- [AIM OF THE EXERCISE]: Select all lines holding the word "absolute" from the entries that follow.

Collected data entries
++++++++++++++++++++

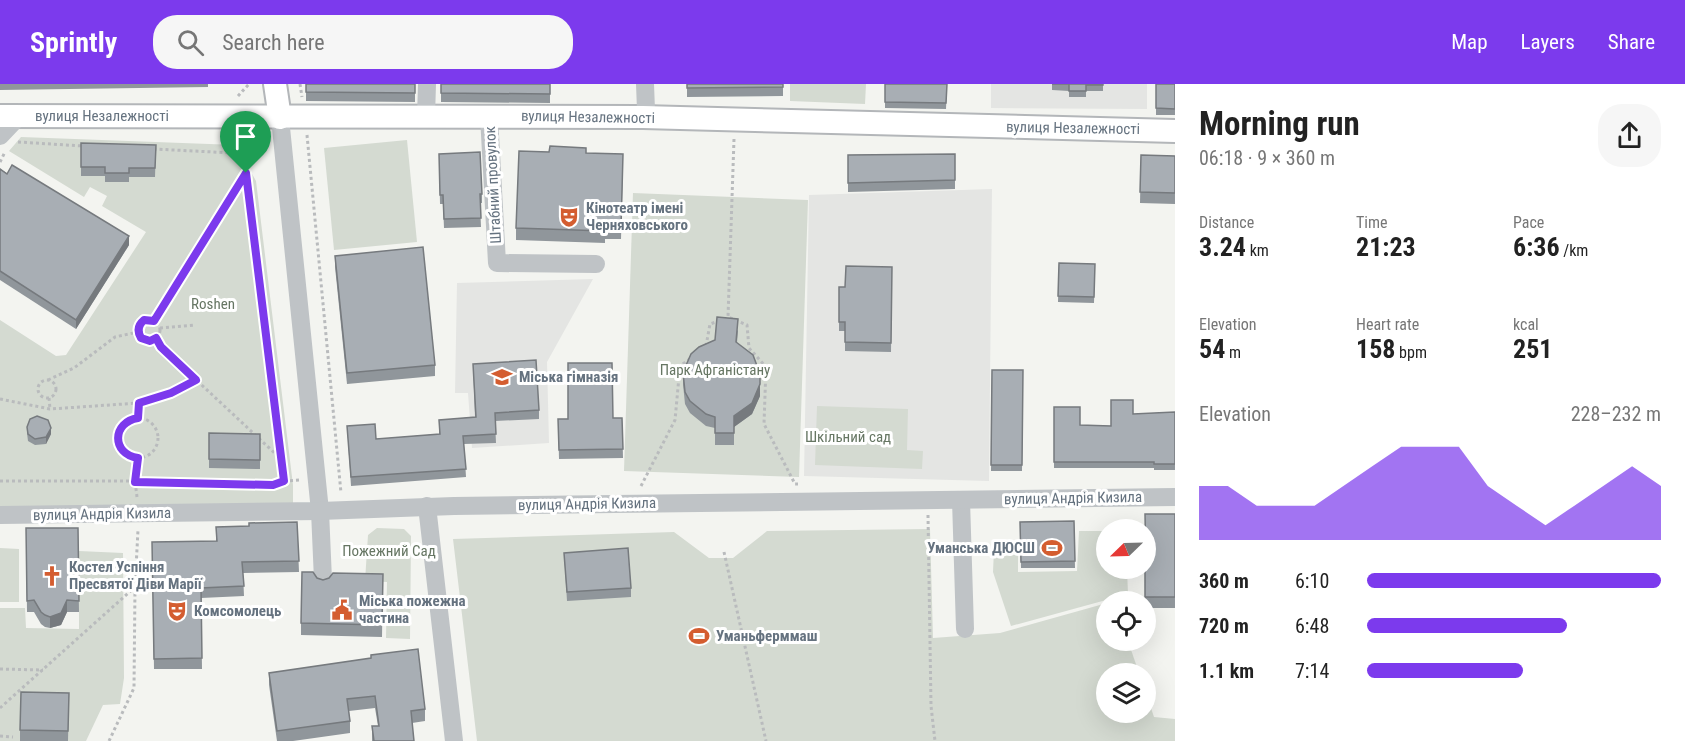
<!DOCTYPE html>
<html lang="en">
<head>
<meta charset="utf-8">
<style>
  body { margin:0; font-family:"Roboto Condensed",sans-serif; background:#f6f6f6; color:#222; height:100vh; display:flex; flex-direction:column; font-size:22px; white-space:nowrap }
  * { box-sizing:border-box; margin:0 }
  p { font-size:20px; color:#767676 }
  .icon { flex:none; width:33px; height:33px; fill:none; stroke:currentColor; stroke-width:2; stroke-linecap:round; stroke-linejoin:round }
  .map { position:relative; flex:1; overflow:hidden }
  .details { display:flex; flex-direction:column; background:#fff; width:510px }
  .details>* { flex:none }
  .needle { width:39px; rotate:247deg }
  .buttons { position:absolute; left:1096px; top:435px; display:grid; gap:12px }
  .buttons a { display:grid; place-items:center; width:60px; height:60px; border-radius:50%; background:#fff; box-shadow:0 6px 24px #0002; font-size:30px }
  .pin { position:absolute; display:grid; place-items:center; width:51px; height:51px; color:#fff; margin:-62px -26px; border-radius:50% 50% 50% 0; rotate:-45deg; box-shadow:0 0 6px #0007 }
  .pin .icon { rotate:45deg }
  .round { display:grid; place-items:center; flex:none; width:63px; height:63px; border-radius:24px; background:#f6f6f6 }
  .overview { display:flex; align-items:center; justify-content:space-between; height:102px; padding:0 24px }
  h1 { font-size:33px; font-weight:700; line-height:45px }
  .figures { display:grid; grid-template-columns:repeat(3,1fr); gap:9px; height:102px; padding:6px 24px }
  .figures div { display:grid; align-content:center }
  .figures b { font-size:26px; font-weight:700 }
  .figures small { font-size:16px; font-weight:400 }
  .figures p { font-size:16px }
  .chart { height:168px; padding:12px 24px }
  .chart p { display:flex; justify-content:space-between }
  .chart svg { width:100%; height:108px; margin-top:6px; fill:#7c3aed; opacity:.7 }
  ul { padding:0 24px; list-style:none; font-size:20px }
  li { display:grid; grid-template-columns:96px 72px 1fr; align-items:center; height:45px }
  li i { height:15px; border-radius:8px; background:#7c3aed }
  header { display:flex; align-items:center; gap:36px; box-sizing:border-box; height:84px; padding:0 30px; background:#7c3aed; color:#fff }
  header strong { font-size:28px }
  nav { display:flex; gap:33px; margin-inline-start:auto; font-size:21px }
  .search { width:420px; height:54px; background:#f6f6f6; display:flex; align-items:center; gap:15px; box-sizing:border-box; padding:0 21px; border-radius:24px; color:#767676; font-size:22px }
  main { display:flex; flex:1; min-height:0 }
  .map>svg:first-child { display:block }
  .built { fill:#e4e5e3 }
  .green { fill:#d4dad1 }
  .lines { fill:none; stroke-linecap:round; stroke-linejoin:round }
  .major-casing { stroke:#b3b6b9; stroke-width:26 }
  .path { stroke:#b9bbbd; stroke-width:3; stroke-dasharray:3 3; stroke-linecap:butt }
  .minor { stroke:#bfc3c6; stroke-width:18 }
  .major { stroke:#fff; stroke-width:22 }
  .wall { fill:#90969b }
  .shaded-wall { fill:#767a7e }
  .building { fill:#a8aeb4; stroke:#767a7e; stroke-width:1.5 }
  .route-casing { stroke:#fff; stroke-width:12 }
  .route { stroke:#7c3aed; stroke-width:8 }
  .labels { text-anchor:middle; stroke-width:6; stroke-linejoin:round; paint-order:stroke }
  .street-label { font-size:15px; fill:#65727f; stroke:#fff }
  .poi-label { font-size:15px; font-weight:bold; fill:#65727f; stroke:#fff; text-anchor:start }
  .park-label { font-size:15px; fill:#667663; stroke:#fff }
</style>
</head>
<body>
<header>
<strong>Sprintly</strong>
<div class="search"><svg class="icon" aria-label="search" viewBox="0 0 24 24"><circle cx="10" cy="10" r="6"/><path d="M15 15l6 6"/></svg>Search here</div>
<nav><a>Map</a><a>Layers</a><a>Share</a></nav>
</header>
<main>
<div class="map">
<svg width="1175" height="657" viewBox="0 0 1175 657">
  <rect width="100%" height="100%" fill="#f3f4f0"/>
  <g class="built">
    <path d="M991 0H1147V25L991 24Z"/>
    <path d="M992 105 989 397 804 392 809 111Z"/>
    <path d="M593 195 547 278 549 359 472 364 468 309H455L457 199Z"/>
  </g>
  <g class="green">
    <path d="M790 0H866L865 20 790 17Z"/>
    <path d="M21 53 236 61 256 97 293 401V420L0 426V236L56 272 66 271 146 148 102 122 107 112 90 103 84 113 9 67Z"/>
    <path d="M407 56 417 158 334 166 324 64Z"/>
    <path d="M633 109 808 116 799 393 624 387Z"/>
    <path d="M817 322 908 325 907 366 923 367 922 385 815 381Z"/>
    <path d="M377 444 404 445 411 452 410 555 386 554 387 498 365 497 368 451Z"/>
    <path d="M930 445 933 554 1000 549 1107 519V556L1128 557 1139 589 1107 590V628H1146V609L1154 633 1175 635V657H477L453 455 674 448 709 474H733L767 447Z"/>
    <path d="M1079 447H1107V484L1127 485 1128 510 1011 542 993 488 994 466 1018 467V488L1077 487Z"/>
    <path d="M0 464 19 465V518H0Z"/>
    <path d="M79 467 123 469 124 594 120 620 103 621 86 657H0V524H25L26 544 79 545Z"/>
  </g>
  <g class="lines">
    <g class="major-casing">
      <g id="major">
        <path d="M275 0 280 34"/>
        <path d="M0 32 643 33 1175 47"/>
      </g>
    </g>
    <g class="path">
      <path d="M300 0 302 13"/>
      <path d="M238 12 249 0"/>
      <path d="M307 51 341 409"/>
      <path d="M734 55 728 233 747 241 749 264 766 283 764 340 795 400H798"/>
      <path d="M18 58 83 62"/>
      <path d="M0 78 5 68"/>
      <circle cx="149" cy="246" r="11"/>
      <path d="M154 237 245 90"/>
      <path d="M160 244 195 241"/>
      <path d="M156 254 161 263 281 375"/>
      <path d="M706 262 710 240 719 237"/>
      <circle cx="47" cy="305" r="9"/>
      <path d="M48 296 74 284 115 253 138 248"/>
      <path d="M49 314 50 325"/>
      <path d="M0 315 50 325 139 319 171 309 196 295"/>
      <path d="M138 334 139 319"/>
      <circle cx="138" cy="354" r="20"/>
      <path d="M0 397H135L273 401 284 397 246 89 234 69 153 65"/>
      <path d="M284 397 301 396"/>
      <path d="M641 402 675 336 680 282 691 274"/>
      <path d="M137 413 135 397 138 374"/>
      <path d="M928 431 931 622 935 657"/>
      <path d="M724 468 766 657"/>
      <path d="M0 585 43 586"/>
      <path d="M0 624 135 503 138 446"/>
      <path d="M0 652 13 653"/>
      <path d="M109 657 134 604 135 503"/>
    </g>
    <g class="minor">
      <path d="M489 32 497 179 596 180"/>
      <path d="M426 33 427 0"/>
      <path d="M643 33 646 26 645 0"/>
      <path d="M280 34 320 427 323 496"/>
      <path d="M0 52 19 32"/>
      <path d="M961 416 965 545"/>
      <path d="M427 422 454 657"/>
      <path d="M0 431 320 427 454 422 1175 413"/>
    </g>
    <use href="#major" class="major"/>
  </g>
  <g class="wall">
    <path d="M0 0H208V3L0 6Z"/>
    <path d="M306 0H415V18L306 17Z"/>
    <path d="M441 0H550V19L441 18Z"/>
    <path d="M687 0H783V12L687 13Z"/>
    <path d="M885 0H947L946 25 885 24Z"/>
    <path d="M1052 0H1103V7H1086V13H1069V7L1052 6Z"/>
    <rect x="1156" y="0" width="19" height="31"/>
    <path d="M81 59 156 61 155 93H129V98H105V92H81Z"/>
    <path d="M586 69 623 82 621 155H605V159L516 156V144Z"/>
    <path d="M439 70 482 110V119H480L481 143 444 144 443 120H440Z"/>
    <path d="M955 70V105L848 108V71Z"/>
    <path d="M1141 71 1175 72V120L1140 119Z"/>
    <path d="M0 85 129 161 76 245 0 196Z"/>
    <path d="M335 172 435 281V292L347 300 335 183Z"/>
    <path d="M1059 179 1095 180 1094 219 1058 218Z"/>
    <path d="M892 183 891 268 845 267V247H839V238L845 203Z"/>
    <path d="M738 246 737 259 760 312 752 330 734 343V361H715V344L706 342 690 329 685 320 683 300V288Z"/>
    <path d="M473 280 539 326V335L495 337 496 359 464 360 466 393 351 402 347 342 376 355 439 350V336L475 333Z"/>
    <path d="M992 286H1023L1022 387H991Z"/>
    <path d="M1054 323 1080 341 1111 342 1133 330 1175 328V386H1154V384H1054Z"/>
    <path d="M622 334 623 374 559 375 558 335Z"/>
    <path d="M27 343 51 350 46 360 35 361 28 357 27 349Z"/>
    <path d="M209 349 260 350V385L209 384Z"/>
    <path d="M1175 430V524H1146V518H1145V484Z"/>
    <path d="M1074 437 1075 484H1021L1020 438Z"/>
    <path d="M297 438 299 488 243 489 244 512 201 514 202 585H154L152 458 216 457V443L249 442Z"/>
    <path d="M26 444H78L79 528H67L61 541 50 544 45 543 41 540 34 528H27Z"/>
    <path d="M564 469 631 504V513L567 517Z"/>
    <path d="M383 490 382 553 301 551V539L317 494 323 496Z"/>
    <path d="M371 574 425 625V637L412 639 414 657H372V642H378L375 624 349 627 350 637V649L293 657H277L269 601V589Z"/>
    <path d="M69 609 68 657H20V646Z"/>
  </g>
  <g class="shaded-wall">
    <path d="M129 152V161L76 245V236Z"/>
    <path d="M760 290V312L752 330 734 343V332Z"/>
    <path d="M51 344V350L46 360V353Z"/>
    <path d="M67 516V528L61 541 50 544V533Z"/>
  </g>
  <g class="building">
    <path d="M306 0H415V9L306 8Z"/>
    <path d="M441 0H550V10L441 9Z"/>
    <path d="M687 0H783V3L687 4Z"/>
    <path d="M885 0H947L946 19 885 18Z"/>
    <path d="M1052 0H1103V1H1086V7H1069V0Z"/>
    <path d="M1156 0H1175V25L1156 24Z"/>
    <path d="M81 59 156 61 155 84H129V89H105V83H81Z"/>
    <path d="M550 62 586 64V69L623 70 621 143H605V147L516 144 519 67 549 68Z"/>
    <path d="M480 68 482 110H480L481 134 444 135 443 111H440L439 70Z"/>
    <path d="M955 70V96L848 99V71Z"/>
    <path d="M1141 71 1175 72V109L1140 108Z"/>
    <path d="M12 81 129 152 76 236 0 187V85L7 90Z"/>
    <path d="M423 163 435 281 347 289 335 172Z"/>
    <path d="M1059 179 1095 180 1094 213 1058 212Z"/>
    <path d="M846 182 892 183 891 259 845 258V238H839V203H845Z"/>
    <path d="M717 233 738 235 736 258 753 271 760 290V300L752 319 734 332V349H715V333L706 330 690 317 685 308 683 288 691 270 699 263 715 256Z"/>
    <path d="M536 276 539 326 495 329 496 350 463 352 466 385 351 393 347 342 375 340 376 355 440 350 439 336 476 333 473 280Z"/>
    <path d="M568 279H612L613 334H622L623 365 559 366 558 335H568Z"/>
    <path d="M992 286H1023L1022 381H991Z"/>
    <path d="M1111 316H1133V330L1175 328V380H1154V378H1054V323H1080V341L1111 342Z"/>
    <path d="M37 332 48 336 51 344 46 353 35 355 28 350 27 343 30 335Z"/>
    <path d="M209 349 260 350V376L209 375Z"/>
    <path d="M1145 430H1175V513H1145V484H1146Z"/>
    <path d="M1074 437 1075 477 1021 478 1020 438Z"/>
    <path d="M297 438 299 477 242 478 244 502 201 504 202 574 154 575 152 458 217 457 216 443 249 442V439Z"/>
    <path d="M26 444H78L79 517 67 516 61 529 50 533 45 531 41 528 34 516 27 517Z"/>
    <path d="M628 464 631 504 567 508 564 469Z"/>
    <path d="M302 488H313L317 494 323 496 329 494 333 489 383 490 382 541 301 539Z"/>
    <path d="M418 565 425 625 411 627 414 657H374L372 642H379L375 612 347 615 350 637 277 647 269 589 371 574V571Z"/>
    <path d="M21 608 69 609 68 647 20 646Z"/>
  </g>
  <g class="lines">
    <g class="route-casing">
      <path id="route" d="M246 89 284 397 273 401 135 398 138 374C111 370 112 338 138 334L139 319 171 309 196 296 161 263 156 254 150 257 141 254C137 247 138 241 144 236L154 237Z"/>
    </g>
    <use href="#route" class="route"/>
  </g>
  <defs>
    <g id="theatre-bare" transform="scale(1.62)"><path d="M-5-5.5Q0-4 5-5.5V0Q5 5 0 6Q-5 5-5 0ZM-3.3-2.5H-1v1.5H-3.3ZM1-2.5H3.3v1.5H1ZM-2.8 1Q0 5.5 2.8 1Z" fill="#d45d30" stroke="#fff" stroke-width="2.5" paint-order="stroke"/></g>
    <g id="school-bare" transform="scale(1.62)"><path d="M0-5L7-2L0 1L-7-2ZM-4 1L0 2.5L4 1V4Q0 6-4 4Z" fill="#d45d30" stroke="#fff" stroke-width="2.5" paint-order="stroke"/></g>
    <g id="stadium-bare" transform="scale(1.62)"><path d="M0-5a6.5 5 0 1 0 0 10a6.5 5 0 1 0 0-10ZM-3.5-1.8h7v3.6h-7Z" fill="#d45d30" stroke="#fff" stroke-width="2.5" paint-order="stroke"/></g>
    <g id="church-bare" transform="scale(1.62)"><path d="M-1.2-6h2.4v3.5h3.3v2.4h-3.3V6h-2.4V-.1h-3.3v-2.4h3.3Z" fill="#d45d30" stroke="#fff" stroke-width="2.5" paint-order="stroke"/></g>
    <g id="civic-bare" transform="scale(1.62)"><path d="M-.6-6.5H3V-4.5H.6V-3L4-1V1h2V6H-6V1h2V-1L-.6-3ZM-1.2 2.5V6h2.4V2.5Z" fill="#d45d30" stroke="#fff" stroke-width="2.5" paint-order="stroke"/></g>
  </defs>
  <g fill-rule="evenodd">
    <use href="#theatre-bare" x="569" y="133"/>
    <use href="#school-bare" x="502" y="293"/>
    <use href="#stadium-bare" x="1052" y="464"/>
    <use href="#church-bare" x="52" y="492"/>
    <use href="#civic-bare" x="342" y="526"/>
    <use href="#theatre-bare" x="177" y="527"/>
    <use href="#stadium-bare" x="699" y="552"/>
  </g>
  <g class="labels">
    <g class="street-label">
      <text x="102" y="37">вулиця Незалежності</text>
      <text transform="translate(588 33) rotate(1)" y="5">вулиця Незалежності</text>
      <text transform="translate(1073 44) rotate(1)" y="5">вулиця Незалежності</text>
      <text transform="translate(493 101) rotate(-93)" y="5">Штабний провулок</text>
      <text transform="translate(1073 414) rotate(-1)" y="5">вулиця Андрія Кизила</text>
      <text transform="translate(587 420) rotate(-1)" y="5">вулиця Андрія Кизила</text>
      <text transform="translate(102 430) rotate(-1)" y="5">вулиця Андрія Кизила</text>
    </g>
    <g class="poi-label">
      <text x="586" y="129">Кінотеатр імені<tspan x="586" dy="17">Черняховського</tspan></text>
      <text x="519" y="298">Міська гімназія</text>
      <text x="1035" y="469" text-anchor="end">Уманська ДЮСШ</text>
      <text x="69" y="488">Костел Успіння<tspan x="69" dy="17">Пресвятої Діви Марії</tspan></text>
      <text x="359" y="522">Міська пожежна<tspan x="359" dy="17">частина</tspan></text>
      <text x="194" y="532">Комсомолець</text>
      <text x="716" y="557">Уманьферммаш</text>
    </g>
    <g class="park-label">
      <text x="213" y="225">Roshen</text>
      <text x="715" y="291">Парк Афганістану</text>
      <text x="848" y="358">Шкільний сад</text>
      <text x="389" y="472">Пожежний Сад</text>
    </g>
  </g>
</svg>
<div class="buttons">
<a><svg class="needle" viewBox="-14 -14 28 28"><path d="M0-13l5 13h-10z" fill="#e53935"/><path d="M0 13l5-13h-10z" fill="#767676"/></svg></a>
<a><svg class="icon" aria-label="locate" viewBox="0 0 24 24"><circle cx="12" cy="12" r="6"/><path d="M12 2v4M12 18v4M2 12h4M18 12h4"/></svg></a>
<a><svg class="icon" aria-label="layers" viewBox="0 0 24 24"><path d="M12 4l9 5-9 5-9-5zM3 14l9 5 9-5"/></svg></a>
</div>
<div class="pin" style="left:246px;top:89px;background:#1e9e55"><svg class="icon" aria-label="arrive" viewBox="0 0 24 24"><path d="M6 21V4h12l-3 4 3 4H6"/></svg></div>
</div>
<section class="details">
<div class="overview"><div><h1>Morning run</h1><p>06:18 · 9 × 360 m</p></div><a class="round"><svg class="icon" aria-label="share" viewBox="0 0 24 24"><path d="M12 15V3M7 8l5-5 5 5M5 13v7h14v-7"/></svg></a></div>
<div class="figures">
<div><p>Distance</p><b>3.24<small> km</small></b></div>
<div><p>Time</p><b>21:23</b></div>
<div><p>Pace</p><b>6:36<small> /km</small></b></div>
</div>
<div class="figures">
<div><p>Elevation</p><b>54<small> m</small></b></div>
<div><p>Heart rate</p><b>158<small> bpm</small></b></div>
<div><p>kcal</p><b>251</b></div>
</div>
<div class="chart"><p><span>Elevation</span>228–232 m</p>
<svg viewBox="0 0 160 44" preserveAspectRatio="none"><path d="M0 44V22L10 22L20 30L30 30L40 30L50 22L60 14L70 6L80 6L90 6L100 22L110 30L120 38L130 30L140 22L150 14L160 22V44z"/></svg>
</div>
<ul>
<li><b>360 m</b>6:10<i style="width:100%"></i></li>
<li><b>720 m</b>6:48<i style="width:68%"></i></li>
<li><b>1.1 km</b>7:14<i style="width:53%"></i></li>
</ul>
</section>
</main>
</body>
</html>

++++++++++++++++++++

- [EXPECTED ANSWER]:
  .buttons { position:absolute; left:1096px; top:435px; display:grid; gap:12px }
  .pin { position:absolute; display:grid; place-items:center; width:51px; height:51px; color:#fff; margin:-62px -26px; border-radius:50% 50% 50% 0; rotate:-45deg; box-shadow:0 0 6px #0007 }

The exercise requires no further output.